### Description of the task:
A single number is required: the count of lines in the entries below that include the word "position".

(Records drawn from a dataset)
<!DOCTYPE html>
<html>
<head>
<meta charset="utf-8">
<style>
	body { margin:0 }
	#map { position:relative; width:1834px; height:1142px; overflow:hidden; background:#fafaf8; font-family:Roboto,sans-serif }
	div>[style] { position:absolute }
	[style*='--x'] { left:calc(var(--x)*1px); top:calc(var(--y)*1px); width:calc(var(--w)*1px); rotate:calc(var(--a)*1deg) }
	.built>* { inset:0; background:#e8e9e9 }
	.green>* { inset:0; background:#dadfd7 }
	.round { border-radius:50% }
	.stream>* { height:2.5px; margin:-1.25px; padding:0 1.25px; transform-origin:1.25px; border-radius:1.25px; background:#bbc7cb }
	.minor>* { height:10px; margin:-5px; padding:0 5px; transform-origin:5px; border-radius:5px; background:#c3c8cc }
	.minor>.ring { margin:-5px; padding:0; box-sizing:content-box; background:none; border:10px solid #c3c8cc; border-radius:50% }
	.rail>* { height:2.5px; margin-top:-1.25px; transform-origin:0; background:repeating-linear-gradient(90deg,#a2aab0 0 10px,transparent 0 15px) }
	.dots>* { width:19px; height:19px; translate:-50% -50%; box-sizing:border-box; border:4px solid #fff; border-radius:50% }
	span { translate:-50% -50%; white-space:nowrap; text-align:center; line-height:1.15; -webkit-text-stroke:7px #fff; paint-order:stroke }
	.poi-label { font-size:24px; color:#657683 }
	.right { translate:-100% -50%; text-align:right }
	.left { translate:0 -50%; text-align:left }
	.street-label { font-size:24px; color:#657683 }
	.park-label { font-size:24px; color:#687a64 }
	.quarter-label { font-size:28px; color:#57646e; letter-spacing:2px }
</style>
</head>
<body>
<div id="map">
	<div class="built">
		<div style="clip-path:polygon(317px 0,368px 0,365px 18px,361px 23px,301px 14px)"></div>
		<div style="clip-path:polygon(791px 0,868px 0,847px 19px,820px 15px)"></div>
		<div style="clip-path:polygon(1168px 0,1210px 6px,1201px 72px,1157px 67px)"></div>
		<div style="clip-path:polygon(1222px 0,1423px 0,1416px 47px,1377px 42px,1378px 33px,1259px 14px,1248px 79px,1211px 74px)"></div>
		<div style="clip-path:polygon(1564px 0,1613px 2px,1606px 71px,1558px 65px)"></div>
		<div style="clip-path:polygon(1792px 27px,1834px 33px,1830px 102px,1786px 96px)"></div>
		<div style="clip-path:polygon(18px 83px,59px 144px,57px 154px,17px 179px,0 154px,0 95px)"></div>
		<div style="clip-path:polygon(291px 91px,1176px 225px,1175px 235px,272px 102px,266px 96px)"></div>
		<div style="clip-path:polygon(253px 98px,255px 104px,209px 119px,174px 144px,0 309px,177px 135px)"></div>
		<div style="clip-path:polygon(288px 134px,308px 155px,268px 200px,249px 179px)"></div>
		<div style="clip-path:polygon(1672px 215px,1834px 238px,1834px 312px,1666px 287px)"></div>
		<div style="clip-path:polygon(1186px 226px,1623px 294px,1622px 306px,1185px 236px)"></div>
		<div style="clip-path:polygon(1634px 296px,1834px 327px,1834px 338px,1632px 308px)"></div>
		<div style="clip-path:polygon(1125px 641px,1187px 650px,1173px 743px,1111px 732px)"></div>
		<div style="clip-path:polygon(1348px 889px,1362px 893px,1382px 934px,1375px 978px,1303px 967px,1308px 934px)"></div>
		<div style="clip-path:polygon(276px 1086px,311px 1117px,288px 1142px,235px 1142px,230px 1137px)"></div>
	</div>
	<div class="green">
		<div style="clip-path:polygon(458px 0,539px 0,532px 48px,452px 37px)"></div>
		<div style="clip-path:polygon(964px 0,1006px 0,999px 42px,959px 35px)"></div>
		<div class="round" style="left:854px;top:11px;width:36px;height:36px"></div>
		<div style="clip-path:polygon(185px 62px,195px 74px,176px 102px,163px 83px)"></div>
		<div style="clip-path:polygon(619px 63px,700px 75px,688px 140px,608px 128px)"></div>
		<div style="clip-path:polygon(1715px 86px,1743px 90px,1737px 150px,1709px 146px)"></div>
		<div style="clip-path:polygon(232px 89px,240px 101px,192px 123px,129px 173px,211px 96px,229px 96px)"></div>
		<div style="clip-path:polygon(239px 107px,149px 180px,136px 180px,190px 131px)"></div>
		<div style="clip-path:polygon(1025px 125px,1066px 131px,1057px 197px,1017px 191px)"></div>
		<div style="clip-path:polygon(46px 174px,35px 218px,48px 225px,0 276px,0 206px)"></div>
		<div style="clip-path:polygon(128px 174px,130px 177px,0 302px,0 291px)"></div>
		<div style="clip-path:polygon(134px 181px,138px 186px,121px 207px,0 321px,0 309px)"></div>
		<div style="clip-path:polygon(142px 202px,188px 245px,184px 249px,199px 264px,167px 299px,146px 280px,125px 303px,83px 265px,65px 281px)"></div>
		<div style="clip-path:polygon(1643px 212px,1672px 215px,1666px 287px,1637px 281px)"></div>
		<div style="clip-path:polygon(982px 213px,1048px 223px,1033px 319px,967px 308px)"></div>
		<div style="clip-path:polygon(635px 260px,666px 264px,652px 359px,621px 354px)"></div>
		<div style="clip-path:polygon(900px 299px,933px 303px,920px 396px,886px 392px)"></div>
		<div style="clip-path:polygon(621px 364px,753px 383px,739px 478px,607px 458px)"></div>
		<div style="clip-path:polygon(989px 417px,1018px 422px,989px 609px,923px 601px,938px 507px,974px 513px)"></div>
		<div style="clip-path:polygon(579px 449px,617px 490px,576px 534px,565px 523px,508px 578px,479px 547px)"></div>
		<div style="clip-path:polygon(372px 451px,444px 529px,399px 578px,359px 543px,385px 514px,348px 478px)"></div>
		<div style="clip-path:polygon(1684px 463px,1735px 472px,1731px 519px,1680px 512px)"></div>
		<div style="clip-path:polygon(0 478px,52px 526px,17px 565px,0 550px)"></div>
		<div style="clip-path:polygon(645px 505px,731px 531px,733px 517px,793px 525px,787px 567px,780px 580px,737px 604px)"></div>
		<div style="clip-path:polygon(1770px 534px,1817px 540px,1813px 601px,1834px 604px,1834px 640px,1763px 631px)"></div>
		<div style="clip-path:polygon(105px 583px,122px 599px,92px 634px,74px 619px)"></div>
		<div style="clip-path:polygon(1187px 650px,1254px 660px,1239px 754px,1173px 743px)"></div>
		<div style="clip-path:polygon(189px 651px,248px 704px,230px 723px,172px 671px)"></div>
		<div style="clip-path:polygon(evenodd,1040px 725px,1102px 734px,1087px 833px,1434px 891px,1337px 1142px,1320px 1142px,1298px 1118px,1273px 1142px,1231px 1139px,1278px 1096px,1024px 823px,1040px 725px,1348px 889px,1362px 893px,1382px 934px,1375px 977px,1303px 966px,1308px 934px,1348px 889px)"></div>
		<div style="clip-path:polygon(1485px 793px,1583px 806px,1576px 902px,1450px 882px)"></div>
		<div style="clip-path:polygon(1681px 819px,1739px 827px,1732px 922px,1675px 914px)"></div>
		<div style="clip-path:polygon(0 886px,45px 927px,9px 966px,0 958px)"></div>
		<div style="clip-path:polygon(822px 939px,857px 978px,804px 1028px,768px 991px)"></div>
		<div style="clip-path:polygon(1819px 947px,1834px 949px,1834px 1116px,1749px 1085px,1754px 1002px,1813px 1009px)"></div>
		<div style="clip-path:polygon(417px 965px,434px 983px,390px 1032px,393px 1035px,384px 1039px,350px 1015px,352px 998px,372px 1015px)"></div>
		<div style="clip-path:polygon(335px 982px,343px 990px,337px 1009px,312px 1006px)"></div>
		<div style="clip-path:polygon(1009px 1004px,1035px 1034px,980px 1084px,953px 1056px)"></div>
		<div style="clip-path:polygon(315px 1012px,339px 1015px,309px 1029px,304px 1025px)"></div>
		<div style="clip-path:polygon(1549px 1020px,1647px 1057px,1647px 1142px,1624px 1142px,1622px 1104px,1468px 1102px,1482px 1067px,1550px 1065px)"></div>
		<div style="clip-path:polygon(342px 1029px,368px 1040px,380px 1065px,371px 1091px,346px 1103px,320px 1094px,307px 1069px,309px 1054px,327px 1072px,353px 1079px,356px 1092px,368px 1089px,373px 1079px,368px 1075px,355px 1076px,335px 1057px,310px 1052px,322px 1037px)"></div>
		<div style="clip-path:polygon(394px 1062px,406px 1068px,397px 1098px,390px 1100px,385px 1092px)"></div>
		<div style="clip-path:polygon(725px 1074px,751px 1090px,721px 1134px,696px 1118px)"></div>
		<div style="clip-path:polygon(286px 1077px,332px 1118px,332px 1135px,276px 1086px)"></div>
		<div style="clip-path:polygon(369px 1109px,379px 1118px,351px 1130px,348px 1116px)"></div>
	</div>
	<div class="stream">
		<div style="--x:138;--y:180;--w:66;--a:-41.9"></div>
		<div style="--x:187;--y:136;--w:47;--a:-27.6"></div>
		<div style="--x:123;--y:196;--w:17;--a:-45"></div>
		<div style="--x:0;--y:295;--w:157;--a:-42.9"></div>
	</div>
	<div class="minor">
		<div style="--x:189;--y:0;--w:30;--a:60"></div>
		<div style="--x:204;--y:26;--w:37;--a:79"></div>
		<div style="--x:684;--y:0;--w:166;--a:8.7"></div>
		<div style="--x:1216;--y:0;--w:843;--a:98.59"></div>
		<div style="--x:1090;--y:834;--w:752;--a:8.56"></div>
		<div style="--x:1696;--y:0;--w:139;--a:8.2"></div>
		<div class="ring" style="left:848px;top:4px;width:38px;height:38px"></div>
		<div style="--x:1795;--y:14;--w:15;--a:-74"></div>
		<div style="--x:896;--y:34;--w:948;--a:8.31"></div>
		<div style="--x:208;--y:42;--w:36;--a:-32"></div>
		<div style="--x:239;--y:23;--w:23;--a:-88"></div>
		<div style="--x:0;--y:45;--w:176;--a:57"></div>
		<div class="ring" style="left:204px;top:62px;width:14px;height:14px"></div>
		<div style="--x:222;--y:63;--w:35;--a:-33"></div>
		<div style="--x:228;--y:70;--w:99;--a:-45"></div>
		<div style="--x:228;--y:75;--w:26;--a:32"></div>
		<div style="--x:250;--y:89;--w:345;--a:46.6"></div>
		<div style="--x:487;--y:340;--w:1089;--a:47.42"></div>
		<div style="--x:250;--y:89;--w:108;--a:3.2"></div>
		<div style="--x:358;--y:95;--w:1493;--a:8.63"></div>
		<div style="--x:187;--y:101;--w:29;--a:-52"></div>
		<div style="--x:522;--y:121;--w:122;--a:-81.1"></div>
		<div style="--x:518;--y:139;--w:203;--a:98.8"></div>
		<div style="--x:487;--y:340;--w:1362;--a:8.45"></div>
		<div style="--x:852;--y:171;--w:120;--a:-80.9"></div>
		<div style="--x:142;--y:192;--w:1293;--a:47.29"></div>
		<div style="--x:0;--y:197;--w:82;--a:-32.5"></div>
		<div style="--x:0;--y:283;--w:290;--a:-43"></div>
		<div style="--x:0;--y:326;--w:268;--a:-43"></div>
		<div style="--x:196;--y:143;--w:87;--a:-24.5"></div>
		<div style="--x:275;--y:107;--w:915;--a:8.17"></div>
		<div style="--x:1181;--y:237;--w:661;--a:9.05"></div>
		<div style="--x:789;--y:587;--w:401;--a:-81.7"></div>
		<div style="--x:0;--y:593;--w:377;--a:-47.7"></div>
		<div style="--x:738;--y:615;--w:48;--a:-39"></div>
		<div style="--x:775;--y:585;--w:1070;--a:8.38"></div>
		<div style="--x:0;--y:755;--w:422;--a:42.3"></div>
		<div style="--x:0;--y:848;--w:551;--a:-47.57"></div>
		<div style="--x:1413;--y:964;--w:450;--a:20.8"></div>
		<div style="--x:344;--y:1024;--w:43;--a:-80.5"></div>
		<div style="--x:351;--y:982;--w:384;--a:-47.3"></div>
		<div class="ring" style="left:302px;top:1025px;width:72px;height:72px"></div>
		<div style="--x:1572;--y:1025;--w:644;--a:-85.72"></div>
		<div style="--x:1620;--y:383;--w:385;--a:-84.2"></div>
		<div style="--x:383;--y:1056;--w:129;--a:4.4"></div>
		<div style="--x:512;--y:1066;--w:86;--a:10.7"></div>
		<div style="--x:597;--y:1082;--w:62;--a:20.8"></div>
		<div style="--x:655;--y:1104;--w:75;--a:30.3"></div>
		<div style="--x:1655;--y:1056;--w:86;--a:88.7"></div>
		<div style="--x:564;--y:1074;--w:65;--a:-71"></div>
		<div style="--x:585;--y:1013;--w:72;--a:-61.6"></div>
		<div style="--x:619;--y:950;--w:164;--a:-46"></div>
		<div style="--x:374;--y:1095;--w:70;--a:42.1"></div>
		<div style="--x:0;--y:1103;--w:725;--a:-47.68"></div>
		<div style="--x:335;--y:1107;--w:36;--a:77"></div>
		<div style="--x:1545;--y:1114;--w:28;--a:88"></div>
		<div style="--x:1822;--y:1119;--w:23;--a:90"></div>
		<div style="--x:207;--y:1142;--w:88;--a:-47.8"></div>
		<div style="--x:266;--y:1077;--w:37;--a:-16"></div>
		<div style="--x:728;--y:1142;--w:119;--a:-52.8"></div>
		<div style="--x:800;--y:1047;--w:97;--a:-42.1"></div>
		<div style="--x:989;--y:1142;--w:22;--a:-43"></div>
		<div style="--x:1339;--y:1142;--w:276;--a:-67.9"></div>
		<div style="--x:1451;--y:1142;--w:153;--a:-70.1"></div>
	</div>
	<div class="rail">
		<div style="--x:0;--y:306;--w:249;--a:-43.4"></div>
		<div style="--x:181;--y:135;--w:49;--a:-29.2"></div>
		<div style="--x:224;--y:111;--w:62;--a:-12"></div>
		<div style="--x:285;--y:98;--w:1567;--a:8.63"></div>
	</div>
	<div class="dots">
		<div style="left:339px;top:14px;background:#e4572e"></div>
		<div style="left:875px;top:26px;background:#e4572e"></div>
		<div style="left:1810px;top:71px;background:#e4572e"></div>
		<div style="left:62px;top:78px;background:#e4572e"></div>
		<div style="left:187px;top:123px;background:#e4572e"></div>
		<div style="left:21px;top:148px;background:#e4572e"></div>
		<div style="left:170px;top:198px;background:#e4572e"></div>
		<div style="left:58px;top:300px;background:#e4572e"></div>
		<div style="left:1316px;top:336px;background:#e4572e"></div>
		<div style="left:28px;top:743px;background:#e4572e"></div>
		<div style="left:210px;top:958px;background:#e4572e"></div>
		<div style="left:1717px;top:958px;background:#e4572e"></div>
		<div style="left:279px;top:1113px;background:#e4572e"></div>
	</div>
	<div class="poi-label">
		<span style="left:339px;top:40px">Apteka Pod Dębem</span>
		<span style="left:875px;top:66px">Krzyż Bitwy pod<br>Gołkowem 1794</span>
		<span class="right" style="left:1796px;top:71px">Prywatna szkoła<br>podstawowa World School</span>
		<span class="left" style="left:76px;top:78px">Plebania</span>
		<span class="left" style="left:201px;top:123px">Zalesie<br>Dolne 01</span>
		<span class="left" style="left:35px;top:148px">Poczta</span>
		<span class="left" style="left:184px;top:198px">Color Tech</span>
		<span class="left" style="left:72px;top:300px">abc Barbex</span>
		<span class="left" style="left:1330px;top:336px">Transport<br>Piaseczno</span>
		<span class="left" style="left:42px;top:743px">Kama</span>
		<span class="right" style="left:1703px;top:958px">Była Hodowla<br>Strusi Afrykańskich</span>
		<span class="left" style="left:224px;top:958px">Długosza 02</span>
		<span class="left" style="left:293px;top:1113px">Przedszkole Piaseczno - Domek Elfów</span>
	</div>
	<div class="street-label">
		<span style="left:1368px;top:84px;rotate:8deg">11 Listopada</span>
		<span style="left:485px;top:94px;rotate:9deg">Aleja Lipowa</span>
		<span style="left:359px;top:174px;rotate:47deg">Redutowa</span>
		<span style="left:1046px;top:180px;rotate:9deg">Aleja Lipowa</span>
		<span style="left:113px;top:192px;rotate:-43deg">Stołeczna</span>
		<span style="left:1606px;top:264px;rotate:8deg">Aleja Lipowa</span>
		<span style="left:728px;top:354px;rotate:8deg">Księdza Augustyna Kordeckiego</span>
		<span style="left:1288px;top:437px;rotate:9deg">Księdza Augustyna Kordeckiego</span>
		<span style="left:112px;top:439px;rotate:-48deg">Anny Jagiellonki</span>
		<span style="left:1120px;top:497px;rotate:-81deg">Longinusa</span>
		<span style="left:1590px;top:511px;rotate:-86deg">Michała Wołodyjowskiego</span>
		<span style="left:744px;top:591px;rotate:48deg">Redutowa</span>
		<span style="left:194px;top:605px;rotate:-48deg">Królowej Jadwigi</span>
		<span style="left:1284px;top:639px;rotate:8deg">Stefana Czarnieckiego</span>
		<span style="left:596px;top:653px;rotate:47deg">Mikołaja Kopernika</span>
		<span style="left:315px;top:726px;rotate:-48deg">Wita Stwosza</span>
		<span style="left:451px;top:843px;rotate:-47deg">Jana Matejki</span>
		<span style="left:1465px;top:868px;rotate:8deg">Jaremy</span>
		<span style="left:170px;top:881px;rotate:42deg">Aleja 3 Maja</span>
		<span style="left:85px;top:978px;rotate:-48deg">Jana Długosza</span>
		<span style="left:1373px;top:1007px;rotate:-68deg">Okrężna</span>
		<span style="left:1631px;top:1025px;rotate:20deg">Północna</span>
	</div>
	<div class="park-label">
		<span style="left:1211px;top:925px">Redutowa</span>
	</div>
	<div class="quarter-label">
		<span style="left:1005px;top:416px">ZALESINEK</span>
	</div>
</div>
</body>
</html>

### Solution to this task:
2